44. Extrait de l'arrêt de la Ire Cour civile dans la cause A. contre époux B. (recours en réforme)

4C.394/2002 du 28 mars 2003

Faits à partir de page 265

BGE 129 III 264 S. 265

A.- Par acte authentique du 3 juin 1991, intitulé "pacte d'emption et promesse d'achat", A. a concédé aux époux B. un droit d'emption cessible sur une part de propriété par étages (PPE) d'un immeuble sis à Fribourg. Les époux B. ont accepté et promis d'acheter cette part. Le droit d'emption était octroyé pour le prix de 370'000 fr. payable par le versement de deux acomptes de 5'000 fr. et 32'000 fr., les 1er juillet 1991 et 31 janvier 1992, et du solde le jour de l'exercice du droit d'emption. Ce droit, à l'instar de la promesse d'achat, était déclaré ferme et irrévocable; il était concédé jusqu'au 1er août 1992 et annoté au registre foncier pour toute la durée convenue. L'entrée en possession ainsi que le transfert des profits et des risques devaient intervenir le jour de l'exercice du droit d'emption. Dans l'intervalle, A. louait aux époux B., pour un loyer mensuel de 2'100 fr., l'appartement correspondant à la PPE en question. En outre, elle requérait d'ores et déjà le conservateur du registre foncier de Fribourg de procéder à l'inscription des titulaires du droit d'emption comme nouveaux propriétaires de ladite PPE à la triple condition qu'ils prouvent avoir exercé leur droit d'emption en temps utile, avoir payé l'intégralité du prix d'acquisition et avoir requis leur inscription en tant que nouveaux propriétaires de l'appartement en PPE.

La durée du pacte d'emption et de la promesse d'achat du 3 juin 1991 a été prolongée une première fois jusqu'au 31 décembre 1992 et une seconde fois jusqu'au 30 août 1993, moyennant versement d'acomptes à imputer sur le prix de l'immeuble lors de l'exercice du droit d'emption.

Au 30 août 1993, les acomptes versés par les époux B. à A. s'élevaient à 52'000 fr.

Postérieurement à cette date, les parties ont discuté en vue de la vente de la PPE à des conditions qui restaient encore à définir et qui pouvaient être différentes de celles convenues le 3 juin 1991. Elles n'ont toutefois pas réussi à trouver un terrain d'entente. Durant ces pourparlers, les époux B. ont continué à verser des acomptes.

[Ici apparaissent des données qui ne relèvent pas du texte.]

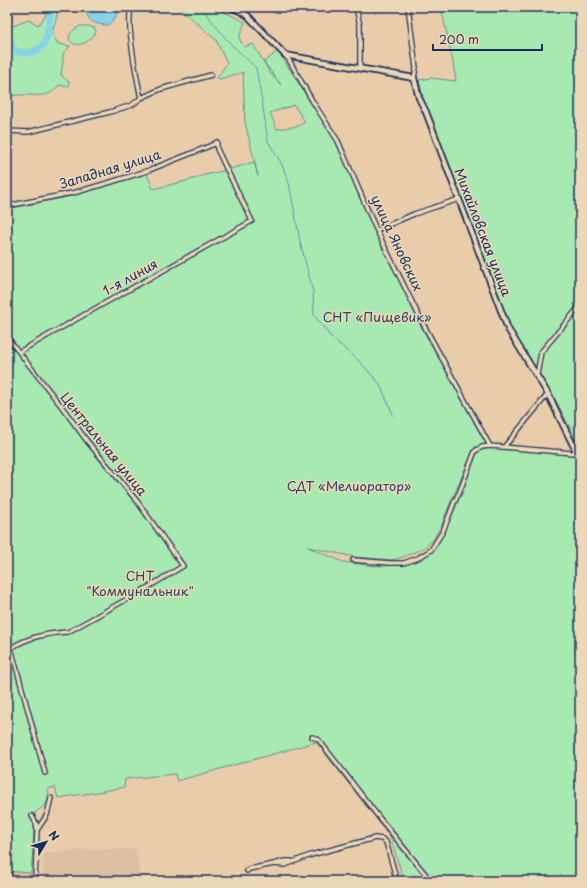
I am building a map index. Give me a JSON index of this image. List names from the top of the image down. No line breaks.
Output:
{"streets":{"street":["Западная улица","Михайловская улица","улица Яновских","1-я линия","Центральная улица"]},"crossings":[["Западная улица","1-я линия"],["1-я линия","Центральная улица"]],"parks":["СНТ «Пищевик»","СДТ «Мелиоратор»","СНТ \"Коммунальник\""],"scale_bar":"200 m","north":"top right"}
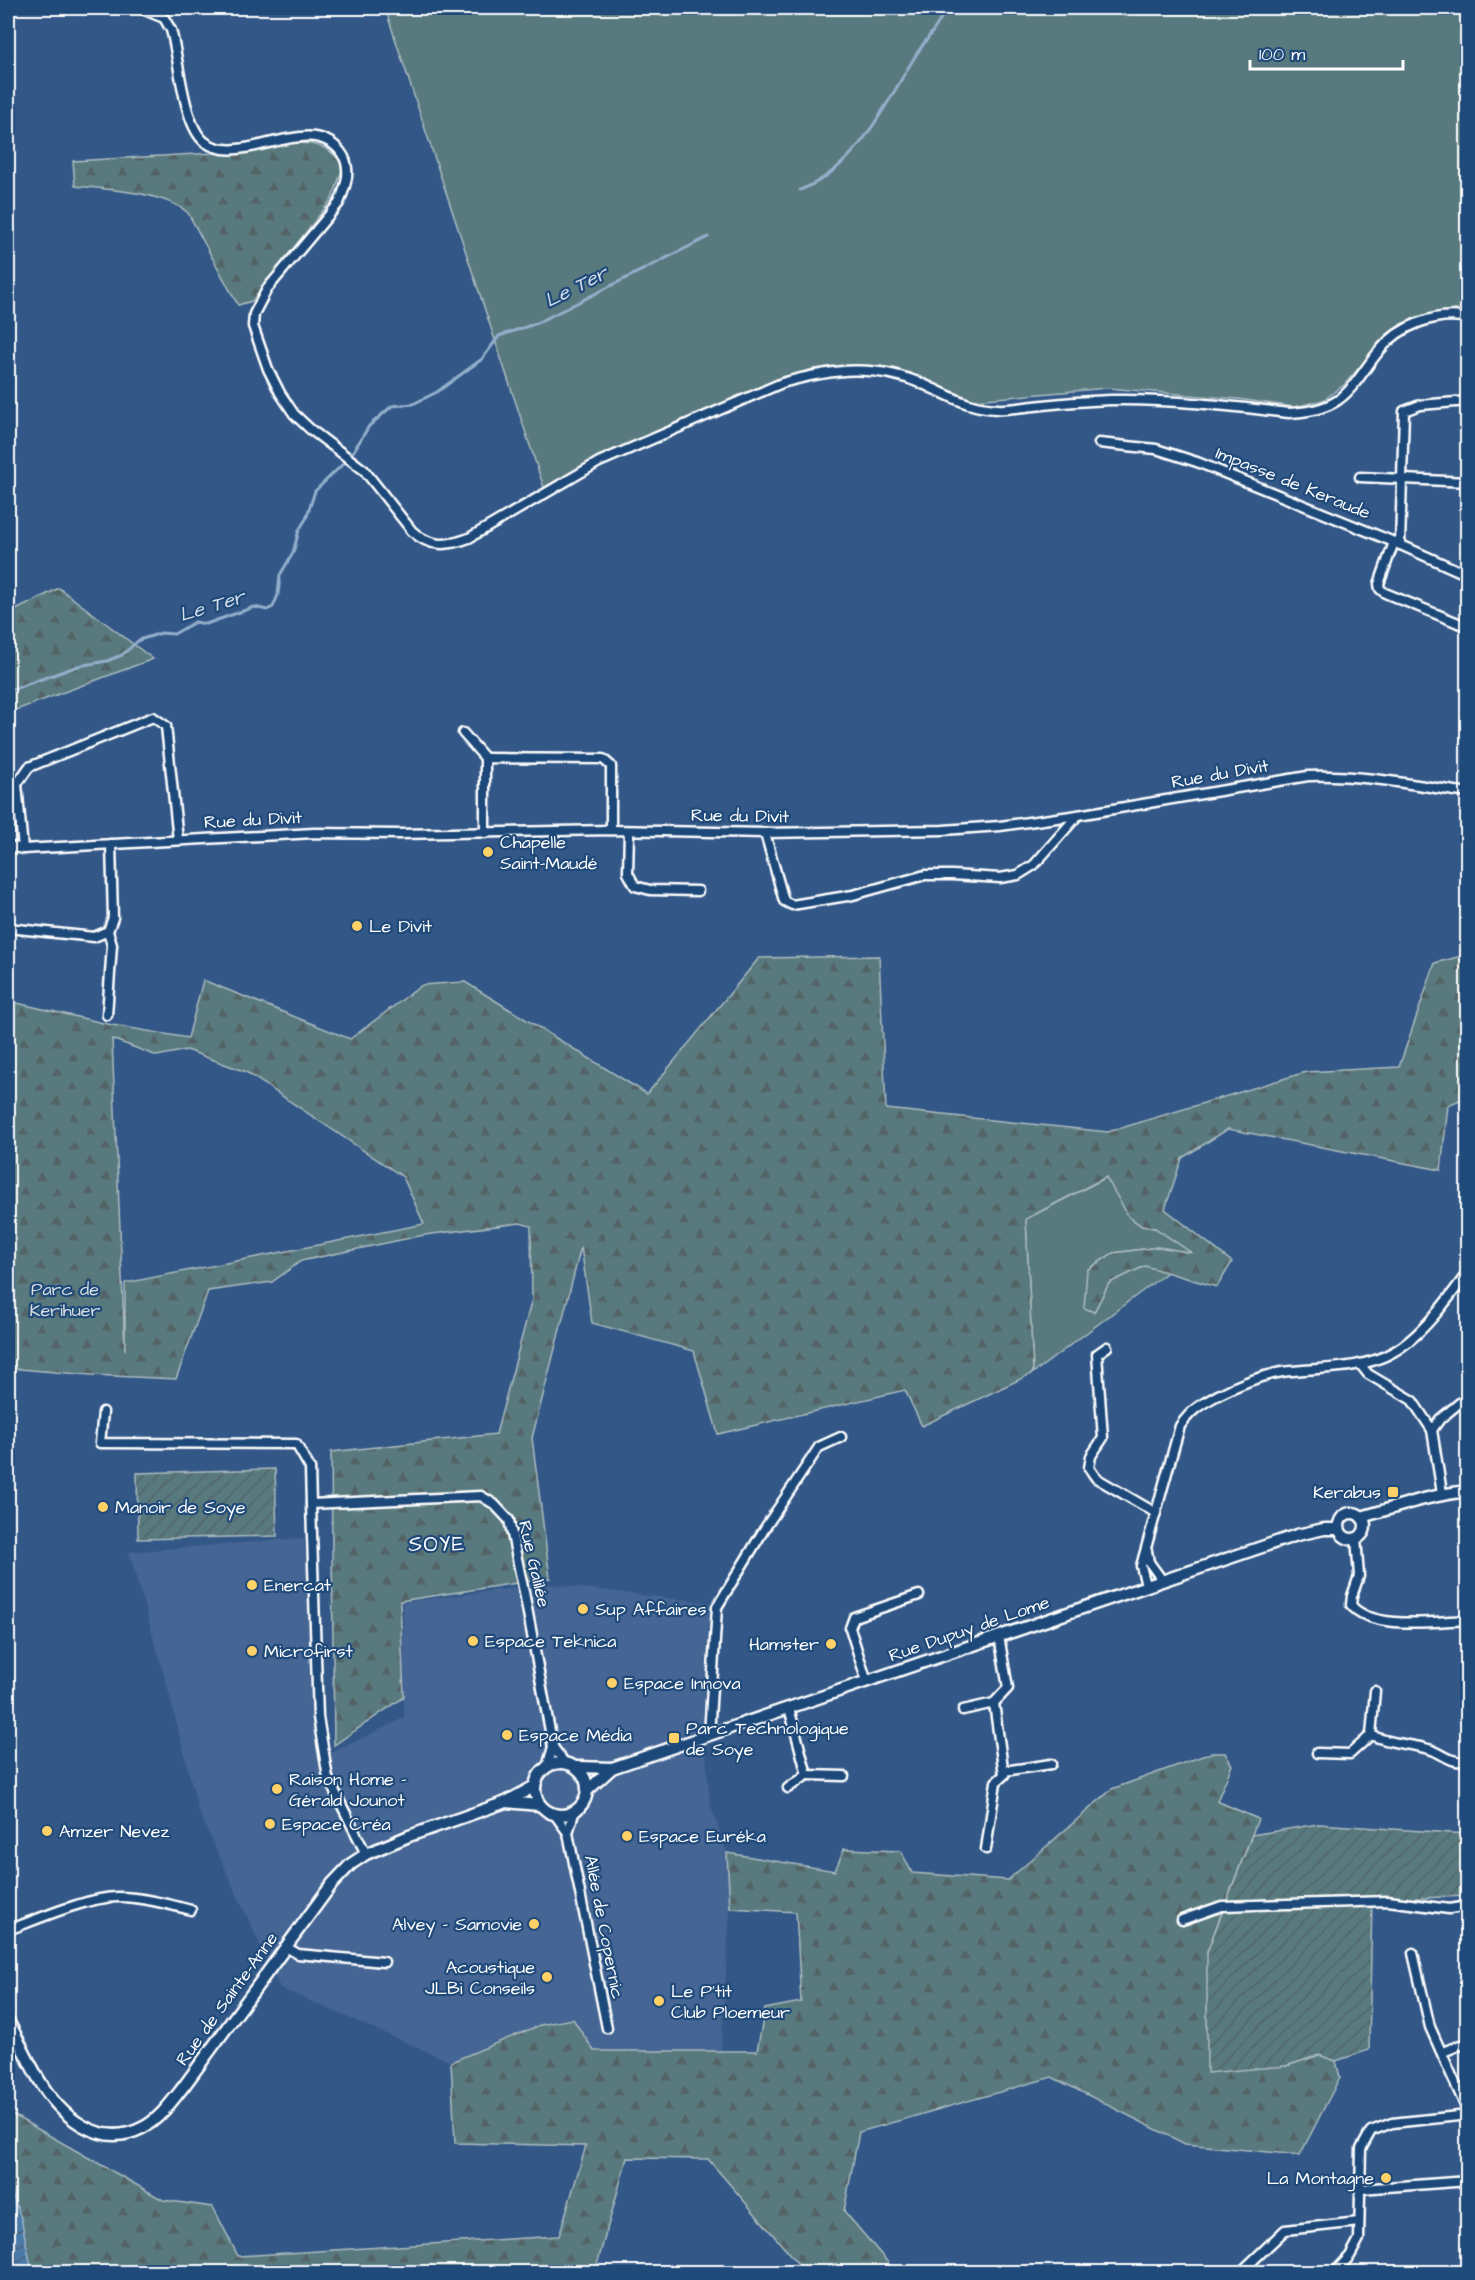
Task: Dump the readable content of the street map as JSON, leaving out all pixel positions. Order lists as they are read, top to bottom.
{
  "streets": {
    "street": [
      "Impasse de Keraude",
      "Rue du Divit",
      "Rue Galilée",
      "Rue Dupuy de Lome",
      "Allée de Copernic",
      "Rue de Sainte-Anne"
    ]
  },
  "crossings": [
    ["Rue Galilée", "Rue Dupuy de Lome"],
    ["Rue Galilée", "Allée de Copernic"],
    ["Rue Galilée", "Rue de Sainte-Anne"],
    ["Rue Dupuy de Lome", "Allée de Copernic"],
    ["Rue Dupuy de Lome", "Rue de Sainte-Anne"],
    ["Allée de Copernic", "Rue de Sainte-Anne"]
  ],
  "districts": ["SOYE"],
  "water": ["Le Ter"],
  "parks": ["Parc de Kerihuer"],
  "places": {
    "other": [
      "Chapelle Saint-Maudé",
      "Le Divit",
      "Manoir de Soye",
      "Enercat",
      "Sup Affaires",
      "Espace Teknica",
      "Hamster",
      "Microfirst",
      "Espace Innova",
      "Espace Média",
      "Raison Home - Gérald Jounot",
      "Espace Créa",
      "Amzer Nevez",
      "Espace Euréka",
      "Alvey - Samovie",
      "Acoustique JLBi Conseils",
      "Le P'tit Club Ploemeur",
      "La Montagne"
    ],
    "transit": ["Kerabus", "Parc Technologique de Soye"]
  },
  "scale_bar": "100 m"
}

C'estBGE 129 III 264 S. 266

ainsi que A. a touché un total de 20'800 fr. à ce titre du 6 septembre 1993 au 9 février 1995.

Le 12 mars 1996, les époux B. ont fait notifier à A. un commandement de payer la somme de 72'800 fr., correspondant à la totalité des acomptes perçus par la poursuivie, lequel a été frappé d'opposition.

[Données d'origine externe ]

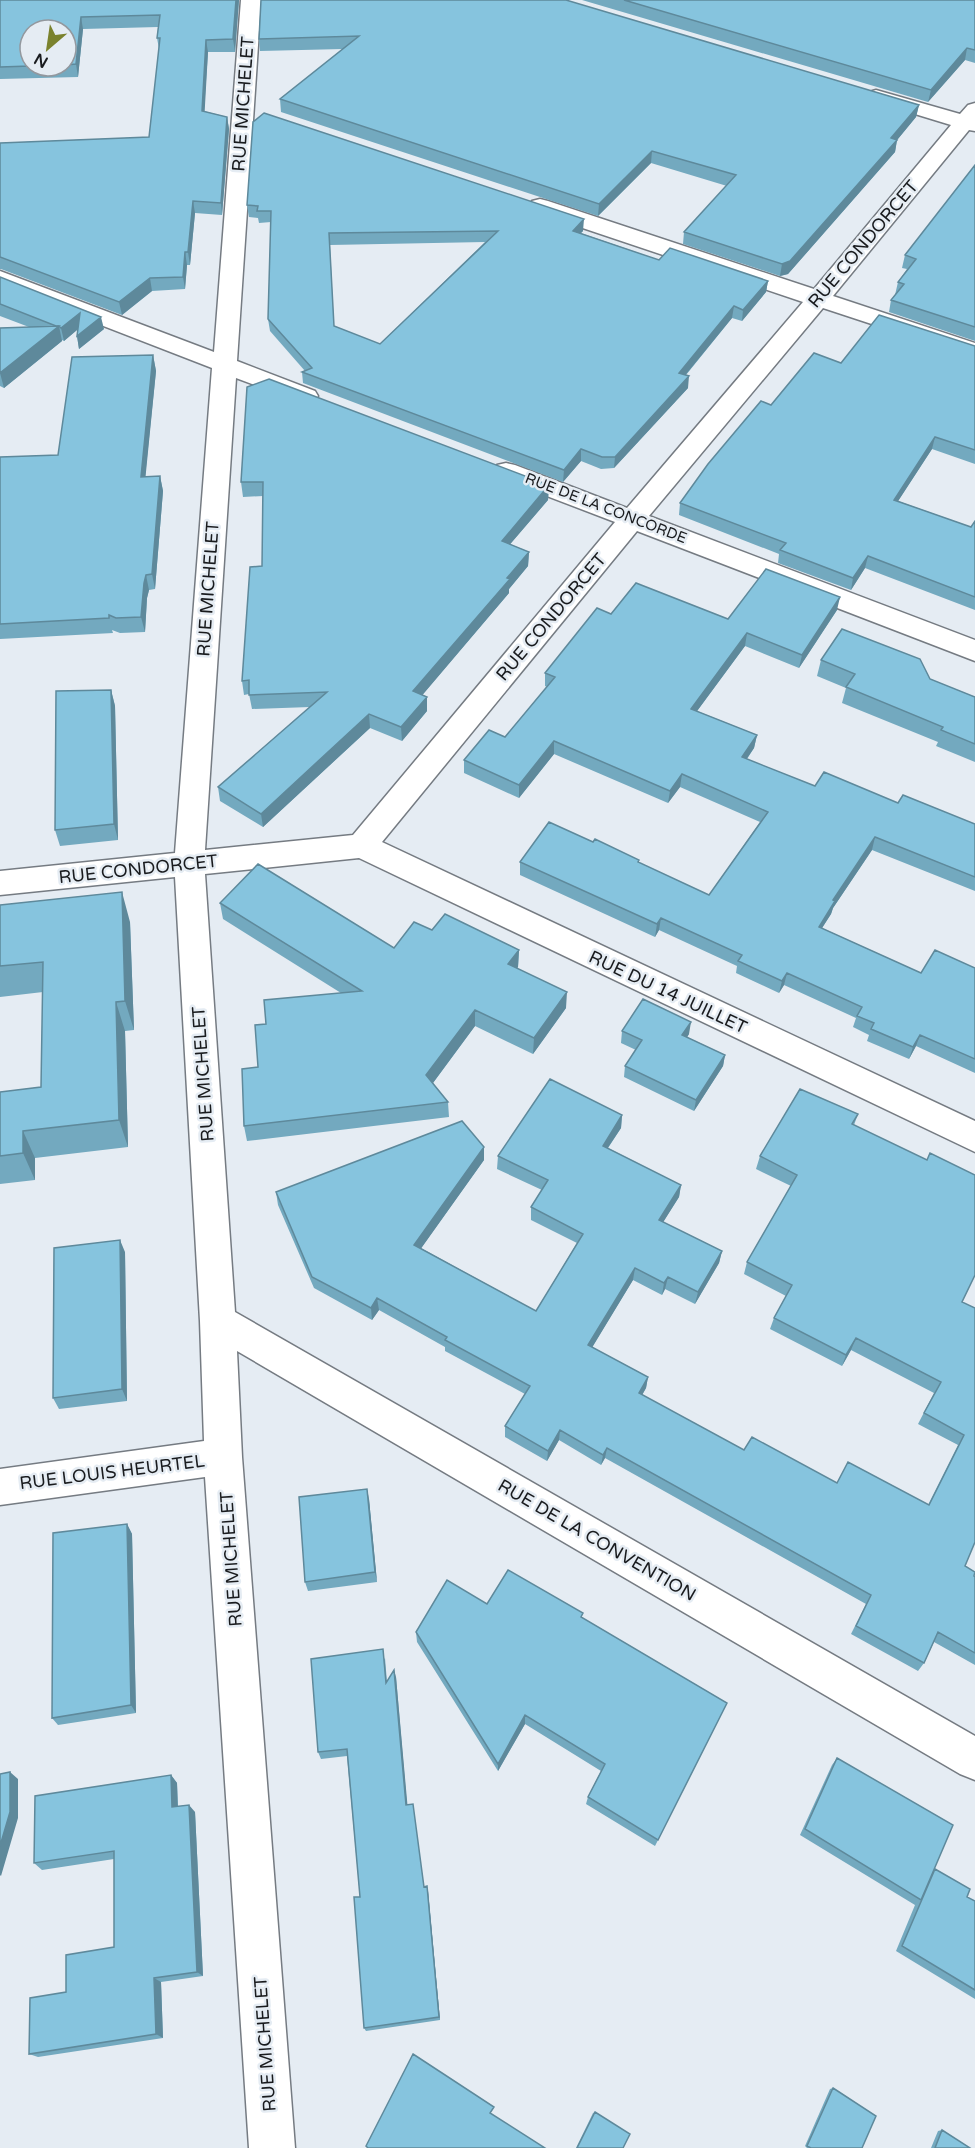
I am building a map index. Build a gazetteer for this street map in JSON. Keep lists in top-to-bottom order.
{
  "streets": {
    "street": [
      "RUE MICHELET",
      "RUE CONDORCET",
      "RUE DE LA CONCORDE",
      "RUE DU 14 JUILLET",
      "RUE LOUIS HEURTEL",
      "RUE DE LA CONVENTION"
    ]
  },
  "crossings": [
    ["RUE MICHELET", "RUE CONDORCET"],
    ["RUE MICHELET", "RUE LOUIS HEURTEL"],
    ["RUE MICHELET", "RUE DE LA CONVENTION"],
    ["RUE CONDORCET", "RUE DE LA CONCORDE"],
    ["RUE CONDORCET", "RUE DU 14 JUILLET"]
  ],
  "north": "bottom left"
}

B.- Le 7 décembre 1998, les époux B. ont ouvert action contre A. devant le Tribunal civil de l'arrondissement de la Sarine en vue d'obtenir le remboursement des 72'800 fr. d'acomptes qu'ils lui avaient versés. Ils avaient déjà élevé la même prétention, le 14 avril 1997, en formulant une conclusion reconventionnelle dans le cadre d'une action en paiement ouverte contre eux par A.

La défenderesse a conclu au rejet de la demande. Elle a fait valoir, entre autres motifs, que l'action des demandeurs était prescrite en vertu de l'art. 67 al. 1 CO.

Par jugement du 13 novembre 2000, le Tribunal civil de l'arrondissement de la Sarine a rejeté la demande.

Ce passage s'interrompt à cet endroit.